The next thing you want to do is read. Go to Patriot's old Tripod site, or his blog for that matter. There's a ton of old stuff at Baseball Prospectus (and the older stuff is all outside of the paywall) and The Hardball Times for you to read. Go find anything on those sites written by Wooler, Click, Silver, Davenport, Fox, Gassko, Studeman... read it. Pick up a copy of Baseball Between The Numbers. Get a copy of The Book, which is back in print. Here's my recommended two-week reading plan for getting the most out of The Book:
1) The Toolshed.
2) The Appendix.
3) The Toolshed.
4) The Appendix.
5) The Appendix.
6) The Appendix.
7) The Appendix.
8) The Appendix.
9) The Appendix.
10) The Appendix.
11) The Appendix.
12) The Appendix.
13) The Appendix.
14) The Appendix.
Now, I am not guaranteeing at this point you will understand everything that's in the appendix. The appendix is hard. Keep trying until you get it, it's worth it. (Don't actually read it every night for over a week, give yourself breaks from it.)

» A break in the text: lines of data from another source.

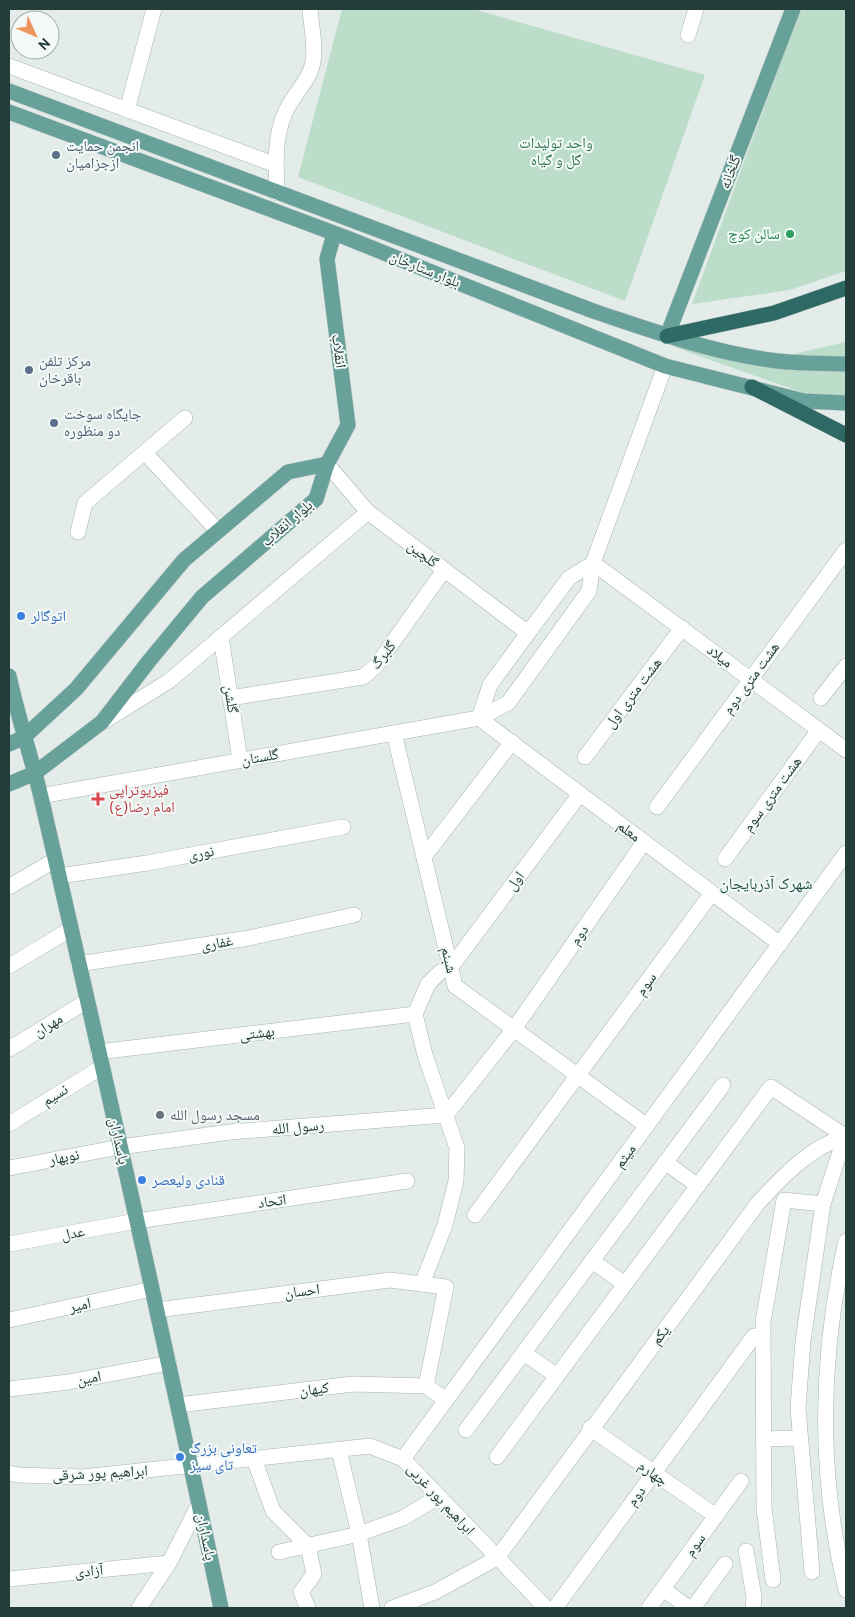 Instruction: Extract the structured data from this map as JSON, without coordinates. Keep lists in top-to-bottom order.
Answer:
{
  "streets": {
    "main road": [
      "گلخانه",
      "بلوار ستارخان",
      "انقلاب",
      "بلوار انقلاب",
      "پاسداران"
    ],
    "street": [
      "گلچین",
      "گلبرگ",
      "میلاد",
      "هشت متری دوم",
      "هشت متری اول",
      "گلشن",
      "گلستان",
      "هشت متری سوم",
      "معلم",
      "نوری",
      "اول",
      "دوم",
      "غفاری",
      "شبنم",
      "سوم",
      "مهران",
      "بهشتی",
      "نسیم",
      "رسول الله",
      "میثم",
      "نوبهار",
      "اتحاد",
      "عدل",
      "احسان",
      "امیر",
      "یکم",
      "امین",
      "کیهان",
      "ابراهیم پور شرقی",
      "چهارم",
      "ابراهیم پور غربی",
      "آزادی"
    ]
  },
  "crossings": [
    ["گلخانه", "بلوار ستارخان"],
    ["بلوار ستارخان", "انقلاب"],
    ["بلوار ستارخان", "گلستان"],
    ["انقلاب", "بلوار انقلاب"],
    ["انقلاب", "گلچین"],
    ["بلوار انقلاب", "گلچین"],
    ["بلوار انقلاب", "پاسداران"],
    ["گلچین", "گلبرگ"],
    ["گلبرگ", "گلشن"],
    ["میلاد", "هشت متری دوم"],
    ["میلاد", "هشت متری اول"],
    ["میلاد", "گلستان"],
    ["میلاد", "هشت متری سوم"],
    ["گلشن", "گلستان"],
    ["گلستان", "معلم"],
    ["گلستان", "شبنم"],
    ["گلستان", "پاسداران"],
    ["معلم", "اول"],
    ["معلم", "دوم"],
    ["معلم", "سوم"],
    ["معلم", "میثم"],
    ["نوری", "پاسداران"],
    ["اول", "شبنم"],
    ["اول", "بهشتی"],
    ["دوم", "شبنم"],
    ["دوم", "رسول الله"],
    ["دوم", "چهارم"],
    ["غفاری", "پاسداران"],
    ["شبنم", "سوم"],
    ["شبنم", "میثم"],
    ["سوم", "چهارم"],
    ["مهران", "پاسداران"],
    ["بهشتی", "نسیم"],
    ["بهشتی", "پاسداران"],
    ["نسیم", "پاسداران"],
    ["رسول الله", "پاسداران"],
    ["رسول الله", "نوبهار"],
    ["پاسداران", "نوبهار"],
    ["پاسداران", "اتحاد"],
    ["پاسداران", "عدل"],
    ["پاسداران", "احسان"],
    ["پاسداران", "امیر"],
    ["پاسداران", "امین"],
    ["پاسداران", "کیهان"],
    ["پاسداران", "ابراهیم پور شرقی"],
    ["پاسداران", "ابراهیم پور غربی"],
    ["میثم", "ابراهیم پور غربی"],
    ["اتحاد", "عدل"],
    ["احسان", "کیهان"],
    ["یکم", "چهارم"],
    ["یکم", "ابراهیم پور غربی"],
    ["ابراهیم پور شرقی", "ابراهیم پور غربی"]
  ],
  "districts": ["شهرک آذربایجان"],
  "parks": ["واحد تولیدات گل و گیاه"],
  "places": {
    "other": [
      "انجمن حمایت ازجزامیان",
      "سالن کوچ",
      "مرکز تلفن باقرخان",
      "جایگاه سوخت دو منظوره",
      "اتوگالر",
      "مسجد رسول الله",
      "قنادی ولیعصر",
      "تعاونی بزرگ تای سیز"
    ],
    "health": ["فیزیوتراپی امام رضا(ع)"]
  },
  "north": "bottom right"
}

And while you're doing all this reading, you should be following along. Remember that baseball data I told you to get? When you're doing your reading, you should be looking for things you can duplicate using the data you have. So if you read an interesting study on, say, Pythagenpat, pull up a spreadsheet or whatever and actually put in the formula yourself using real data and see what it says. Use different versions of BaseRuns and Runs Created. Get your hands dirty and play. If you come across a study you like, try and duplicate it yourself and compare your results to what the author got.

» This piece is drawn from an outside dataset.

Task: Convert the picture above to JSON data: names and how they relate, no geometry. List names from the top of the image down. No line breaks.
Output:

And don't necessarily worry about getting current right away. A lot of the old stuff is a lot simpler to use and understand, and still gives pretty good results. What you want to do is break it all apart so you can figure out how it works, not just use the latest and greatest stuff because it's what's now.
What about the realm of public research? You see many websites or companies getting into the world of sabermetrics and data analysis but keeping it to themselves unless you pay for it. Do you feel that the era of public sabermetric research and free data are over?
I think there's always going to be some free data in the world. People like Sean Lahman and all the wonderful, wonderful people behind Retrosheet are going to make sure of that. MLB Advanced Media has been very generous with the public on things like Pitch F/X and their play-by-play data and so on. In terms of free access to data and the tools to do something with it, we're really in a golden age. Thirty years ago, teams didn't have access to the data and tools that every baseball fan can download for free. And some of that is just the massive advancements in computers we've had, but a lot of that is the great work of a lot of volunteers that sabermetrics owes an incalculable debt to.
And I think there's still a place for the "freemium" model, where some stuff is public and some stuff is paid for. At Prospectus, all of our TAv and FRAA and WARP is free to everybody. Stuff like PECOTA and the fantasy tools we've built around it like the Player Forecast Manager are paid for. Over at Baseball Reference, there's a lot of free stuff, and then there's Play Index which costs money. And I think there's room for everybody to benefit in that kind of an arrangement, I really do -- the sites get the money to keep the servers running and to pay people to keep doing the work, paying customers get the most access but everybody gets access to a lot more things than if you didn't have paying customers at all.
That said, you do see people talking about "Well, we can't go anywhere more with fielding until we get Field F/X," and I find that discouraging, because I think Pitch F/X was a case where nobody really knew what we had until the genie was out of the bottle, and while MLB has been very gracious about continuing to give everybody access to Pitch F/X, and I don't think that happens with the next big steps forward in data collection. And at the same time, teams are poaching a lot of our best talent. So, y'know, I wouldn't say public research is over, but it could be that we're seeing the sun setting on the time when teams were in some ways trying to catch up to where the amateurs were on quantitative analysis. We still have some advantages as public analysts -- public analysis means collaboration and peer review and bouncing ideas off each other. And it means getting to take advantage of unique skill sets -- there aren't thirty nuclear physicists out there studying baseball such that each team can have one, but someone like Alan Nathan can contribute a lot to the discussion and everyone else gets to build on that. But teams certainly have the advantage in data collection now.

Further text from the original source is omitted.